-- Opening Marker --

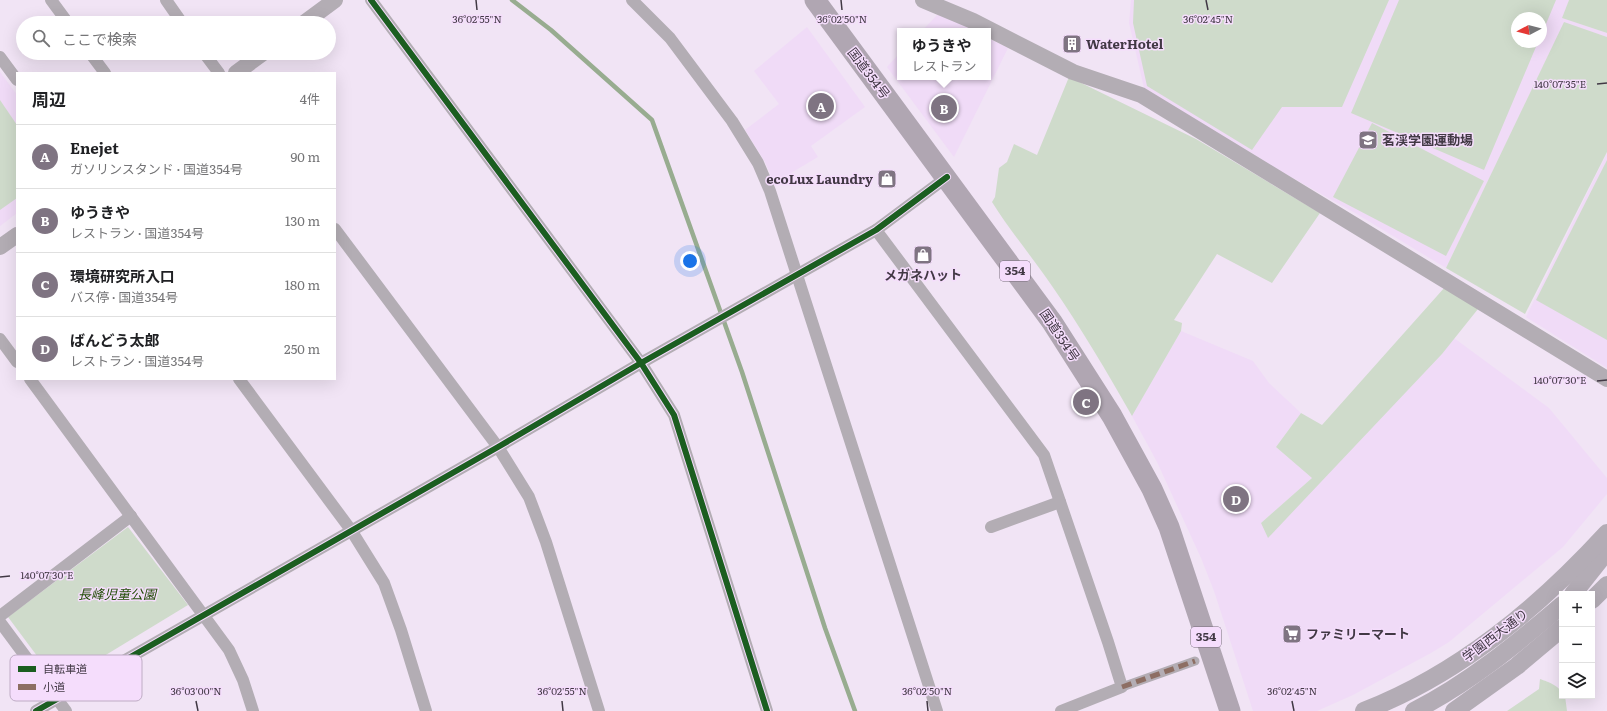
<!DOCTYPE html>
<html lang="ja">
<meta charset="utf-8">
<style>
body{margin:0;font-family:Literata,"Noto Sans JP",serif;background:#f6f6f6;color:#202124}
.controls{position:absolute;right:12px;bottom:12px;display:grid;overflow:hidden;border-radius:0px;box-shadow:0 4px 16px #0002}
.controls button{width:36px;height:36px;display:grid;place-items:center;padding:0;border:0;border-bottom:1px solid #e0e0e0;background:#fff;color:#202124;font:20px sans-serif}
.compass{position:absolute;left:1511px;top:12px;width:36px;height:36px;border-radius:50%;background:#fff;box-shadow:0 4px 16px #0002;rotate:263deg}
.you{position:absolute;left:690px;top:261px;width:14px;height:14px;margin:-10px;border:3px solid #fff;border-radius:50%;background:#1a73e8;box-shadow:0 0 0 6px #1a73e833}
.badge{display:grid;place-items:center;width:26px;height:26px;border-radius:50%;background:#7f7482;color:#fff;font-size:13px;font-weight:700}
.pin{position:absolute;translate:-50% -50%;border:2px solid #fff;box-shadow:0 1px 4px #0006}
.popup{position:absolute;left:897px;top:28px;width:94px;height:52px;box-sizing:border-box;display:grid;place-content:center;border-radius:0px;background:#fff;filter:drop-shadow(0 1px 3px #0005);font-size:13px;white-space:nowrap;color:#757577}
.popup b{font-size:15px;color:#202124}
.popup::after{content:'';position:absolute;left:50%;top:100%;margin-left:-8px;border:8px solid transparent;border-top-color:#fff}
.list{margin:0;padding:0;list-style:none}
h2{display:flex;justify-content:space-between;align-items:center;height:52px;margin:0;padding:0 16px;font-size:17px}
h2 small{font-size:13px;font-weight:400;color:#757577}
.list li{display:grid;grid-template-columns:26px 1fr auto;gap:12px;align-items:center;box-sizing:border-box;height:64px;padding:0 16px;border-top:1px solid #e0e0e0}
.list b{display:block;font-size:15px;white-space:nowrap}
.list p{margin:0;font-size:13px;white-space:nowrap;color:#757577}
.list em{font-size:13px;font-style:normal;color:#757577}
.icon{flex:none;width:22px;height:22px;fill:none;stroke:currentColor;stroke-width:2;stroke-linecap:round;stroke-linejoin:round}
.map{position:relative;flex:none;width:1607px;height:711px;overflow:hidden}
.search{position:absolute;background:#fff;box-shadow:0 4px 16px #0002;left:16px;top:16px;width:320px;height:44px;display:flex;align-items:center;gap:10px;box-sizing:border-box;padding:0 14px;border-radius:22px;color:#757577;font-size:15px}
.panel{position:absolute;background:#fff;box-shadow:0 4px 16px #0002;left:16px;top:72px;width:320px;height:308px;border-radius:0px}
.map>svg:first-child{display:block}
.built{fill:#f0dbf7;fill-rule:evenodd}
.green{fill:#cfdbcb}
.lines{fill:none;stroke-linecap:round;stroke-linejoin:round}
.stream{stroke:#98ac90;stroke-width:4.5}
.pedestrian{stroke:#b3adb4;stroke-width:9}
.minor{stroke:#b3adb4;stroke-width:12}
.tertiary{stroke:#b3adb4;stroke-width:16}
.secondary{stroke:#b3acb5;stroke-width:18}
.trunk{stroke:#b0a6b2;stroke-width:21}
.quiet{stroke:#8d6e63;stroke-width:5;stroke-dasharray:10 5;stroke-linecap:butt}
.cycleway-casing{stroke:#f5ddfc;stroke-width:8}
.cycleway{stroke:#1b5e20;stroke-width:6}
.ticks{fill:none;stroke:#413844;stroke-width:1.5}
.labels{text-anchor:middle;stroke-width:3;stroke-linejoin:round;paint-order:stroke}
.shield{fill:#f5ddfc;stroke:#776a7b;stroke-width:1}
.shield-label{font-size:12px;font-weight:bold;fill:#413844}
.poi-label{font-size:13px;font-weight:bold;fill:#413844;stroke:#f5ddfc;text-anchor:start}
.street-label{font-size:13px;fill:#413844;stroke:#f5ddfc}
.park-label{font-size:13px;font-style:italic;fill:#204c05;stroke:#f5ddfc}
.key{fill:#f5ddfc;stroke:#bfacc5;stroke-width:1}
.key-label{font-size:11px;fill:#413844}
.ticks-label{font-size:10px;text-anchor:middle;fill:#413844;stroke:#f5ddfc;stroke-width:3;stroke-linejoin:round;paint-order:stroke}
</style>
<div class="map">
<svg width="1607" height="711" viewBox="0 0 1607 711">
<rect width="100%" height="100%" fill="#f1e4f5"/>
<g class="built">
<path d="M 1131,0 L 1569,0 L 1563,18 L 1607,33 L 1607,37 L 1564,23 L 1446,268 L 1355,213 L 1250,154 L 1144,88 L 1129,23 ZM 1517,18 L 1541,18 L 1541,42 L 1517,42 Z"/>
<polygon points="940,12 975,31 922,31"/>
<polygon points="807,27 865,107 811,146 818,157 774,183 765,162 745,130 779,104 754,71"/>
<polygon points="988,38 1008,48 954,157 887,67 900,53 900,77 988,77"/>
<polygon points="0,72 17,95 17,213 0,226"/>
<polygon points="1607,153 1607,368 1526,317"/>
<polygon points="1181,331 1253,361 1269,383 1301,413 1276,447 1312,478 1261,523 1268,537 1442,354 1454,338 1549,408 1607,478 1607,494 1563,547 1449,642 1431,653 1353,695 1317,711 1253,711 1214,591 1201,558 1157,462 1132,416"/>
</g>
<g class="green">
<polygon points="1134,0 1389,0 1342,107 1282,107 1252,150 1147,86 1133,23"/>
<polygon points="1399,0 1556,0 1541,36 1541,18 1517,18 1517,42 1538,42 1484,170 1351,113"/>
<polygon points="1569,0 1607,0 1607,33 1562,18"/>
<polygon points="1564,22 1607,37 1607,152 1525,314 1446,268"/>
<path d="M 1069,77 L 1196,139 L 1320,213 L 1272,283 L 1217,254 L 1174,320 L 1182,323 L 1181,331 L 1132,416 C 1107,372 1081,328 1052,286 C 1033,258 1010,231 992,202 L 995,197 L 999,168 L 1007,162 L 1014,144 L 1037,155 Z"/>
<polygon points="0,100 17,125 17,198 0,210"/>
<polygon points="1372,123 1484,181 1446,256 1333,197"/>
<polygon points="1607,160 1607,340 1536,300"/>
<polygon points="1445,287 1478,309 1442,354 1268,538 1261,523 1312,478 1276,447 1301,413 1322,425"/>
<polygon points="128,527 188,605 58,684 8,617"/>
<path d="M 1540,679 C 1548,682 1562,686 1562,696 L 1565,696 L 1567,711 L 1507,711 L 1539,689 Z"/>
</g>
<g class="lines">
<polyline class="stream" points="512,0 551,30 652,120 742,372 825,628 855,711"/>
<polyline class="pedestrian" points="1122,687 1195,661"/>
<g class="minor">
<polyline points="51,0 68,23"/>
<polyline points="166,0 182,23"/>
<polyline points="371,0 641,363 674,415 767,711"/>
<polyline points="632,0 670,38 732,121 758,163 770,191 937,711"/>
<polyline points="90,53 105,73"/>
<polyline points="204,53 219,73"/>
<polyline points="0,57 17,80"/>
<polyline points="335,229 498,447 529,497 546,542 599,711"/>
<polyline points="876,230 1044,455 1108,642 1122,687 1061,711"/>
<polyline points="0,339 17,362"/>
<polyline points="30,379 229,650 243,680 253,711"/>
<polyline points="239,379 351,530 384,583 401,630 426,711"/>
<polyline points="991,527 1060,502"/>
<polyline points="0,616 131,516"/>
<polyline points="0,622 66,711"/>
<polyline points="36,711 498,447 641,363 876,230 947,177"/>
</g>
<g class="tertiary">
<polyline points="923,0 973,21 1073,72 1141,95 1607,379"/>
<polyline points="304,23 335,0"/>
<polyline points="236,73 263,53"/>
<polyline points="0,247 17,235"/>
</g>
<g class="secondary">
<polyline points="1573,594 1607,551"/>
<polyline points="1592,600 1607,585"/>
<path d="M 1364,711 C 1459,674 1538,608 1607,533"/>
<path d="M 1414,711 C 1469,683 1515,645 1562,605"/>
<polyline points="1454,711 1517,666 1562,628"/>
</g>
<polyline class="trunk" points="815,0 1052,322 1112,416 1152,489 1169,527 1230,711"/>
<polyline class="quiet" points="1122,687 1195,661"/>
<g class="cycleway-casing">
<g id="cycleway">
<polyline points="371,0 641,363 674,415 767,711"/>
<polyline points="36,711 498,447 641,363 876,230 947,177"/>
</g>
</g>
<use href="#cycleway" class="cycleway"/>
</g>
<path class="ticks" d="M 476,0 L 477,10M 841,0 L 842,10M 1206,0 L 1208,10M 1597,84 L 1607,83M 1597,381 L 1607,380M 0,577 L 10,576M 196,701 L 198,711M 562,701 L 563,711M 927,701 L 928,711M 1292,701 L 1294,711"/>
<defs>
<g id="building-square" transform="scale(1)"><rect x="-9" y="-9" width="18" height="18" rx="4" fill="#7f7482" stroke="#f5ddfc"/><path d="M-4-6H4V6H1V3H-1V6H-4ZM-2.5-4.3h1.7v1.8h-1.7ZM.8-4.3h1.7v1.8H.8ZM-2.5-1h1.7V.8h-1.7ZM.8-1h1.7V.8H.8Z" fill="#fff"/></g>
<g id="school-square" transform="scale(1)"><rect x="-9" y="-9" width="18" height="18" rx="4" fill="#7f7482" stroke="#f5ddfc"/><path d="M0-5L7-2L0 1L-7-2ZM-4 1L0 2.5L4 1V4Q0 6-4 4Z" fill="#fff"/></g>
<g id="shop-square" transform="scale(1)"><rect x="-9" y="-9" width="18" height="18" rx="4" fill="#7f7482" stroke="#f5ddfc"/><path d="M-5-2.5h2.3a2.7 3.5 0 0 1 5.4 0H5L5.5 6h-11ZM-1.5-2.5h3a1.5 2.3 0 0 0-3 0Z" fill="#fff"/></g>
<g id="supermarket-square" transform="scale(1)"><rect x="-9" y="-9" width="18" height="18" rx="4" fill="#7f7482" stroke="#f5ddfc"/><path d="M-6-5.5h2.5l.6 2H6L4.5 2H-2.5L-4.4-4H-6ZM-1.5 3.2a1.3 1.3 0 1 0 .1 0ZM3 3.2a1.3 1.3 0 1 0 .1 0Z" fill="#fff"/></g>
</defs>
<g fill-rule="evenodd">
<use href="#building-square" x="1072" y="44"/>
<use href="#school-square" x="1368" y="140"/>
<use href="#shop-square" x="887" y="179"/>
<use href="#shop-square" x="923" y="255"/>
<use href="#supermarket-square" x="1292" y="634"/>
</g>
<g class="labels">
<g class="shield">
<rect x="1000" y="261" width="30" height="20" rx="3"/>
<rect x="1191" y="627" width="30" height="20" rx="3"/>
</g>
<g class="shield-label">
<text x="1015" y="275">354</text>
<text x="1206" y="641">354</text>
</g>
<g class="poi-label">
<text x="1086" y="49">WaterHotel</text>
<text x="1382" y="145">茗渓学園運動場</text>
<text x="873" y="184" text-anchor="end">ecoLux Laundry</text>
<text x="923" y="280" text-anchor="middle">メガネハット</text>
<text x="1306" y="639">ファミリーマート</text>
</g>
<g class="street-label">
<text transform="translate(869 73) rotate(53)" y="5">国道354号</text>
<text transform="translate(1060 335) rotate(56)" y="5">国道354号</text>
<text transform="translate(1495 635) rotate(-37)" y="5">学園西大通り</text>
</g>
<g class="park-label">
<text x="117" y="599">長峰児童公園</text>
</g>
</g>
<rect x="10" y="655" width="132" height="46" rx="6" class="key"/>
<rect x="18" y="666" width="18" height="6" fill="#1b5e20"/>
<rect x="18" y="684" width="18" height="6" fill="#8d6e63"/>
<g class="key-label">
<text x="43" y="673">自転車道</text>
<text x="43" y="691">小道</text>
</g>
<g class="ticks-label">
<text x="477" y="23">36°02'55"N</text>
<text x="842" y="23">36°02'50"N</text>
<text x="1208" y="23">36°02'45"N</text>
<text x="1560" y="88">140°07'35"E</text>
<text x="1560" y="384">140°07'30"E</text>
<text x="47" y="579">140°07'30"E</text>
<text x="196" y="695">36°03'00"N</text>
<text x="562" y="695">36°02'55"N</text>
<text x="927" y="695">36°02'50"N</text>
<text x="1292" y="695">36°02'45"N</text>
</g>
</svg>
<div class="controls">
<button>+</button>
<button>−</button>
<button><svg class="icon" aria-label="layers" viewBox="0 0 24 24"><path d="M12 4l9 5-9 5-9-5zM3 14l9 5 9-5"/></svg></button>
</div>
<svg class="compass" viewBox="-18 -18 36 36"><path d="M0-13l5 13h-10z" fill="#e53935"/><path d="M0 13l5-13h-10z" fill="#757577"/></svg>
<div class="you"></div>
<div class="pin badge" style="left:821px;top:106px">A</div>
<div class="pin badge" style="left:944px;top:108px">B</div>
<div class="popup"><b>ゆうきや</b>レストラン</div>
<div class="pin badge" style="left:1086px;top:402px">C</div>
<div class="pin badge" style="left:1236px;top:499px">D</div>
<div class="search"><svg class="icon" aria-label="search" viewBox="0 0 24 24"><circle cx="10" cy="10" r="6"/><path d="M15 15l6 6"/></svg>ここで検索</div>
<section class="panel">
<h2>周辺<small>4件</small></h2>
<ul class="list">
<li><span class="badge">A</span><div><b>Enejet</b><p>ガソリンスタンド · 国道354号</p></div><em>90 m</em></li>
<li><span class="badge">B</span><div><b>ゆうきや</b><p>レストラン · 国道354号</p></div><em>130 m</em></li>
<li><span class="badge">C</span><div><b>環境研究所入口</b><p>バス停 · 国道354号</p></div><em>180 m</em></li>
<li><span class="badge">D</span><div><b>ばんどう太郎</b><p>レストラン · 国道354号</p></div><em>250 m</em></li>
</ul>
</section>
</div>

-- Closing Marker --

- Prompt
Copy out each line of the records that holds the string "list".

- Reply to the task
.list{margin:0;padding:0;list-style:none}
.list li{display:grid;grid-template-columns:26px 1fr auto;gap:12px;align-items:center;box-sizing:border-box;height:64px;padding:0 16px;border-top:1px solid #e0e0e0}
.list b{display:block;font-size:15px;white-space:nowrap}
.list p{margin:0;font-size:13px;white-space:nowrap;color:#757577}
.list em{font-size:13px;font-style:normal;color:#757577}
<ul class="list">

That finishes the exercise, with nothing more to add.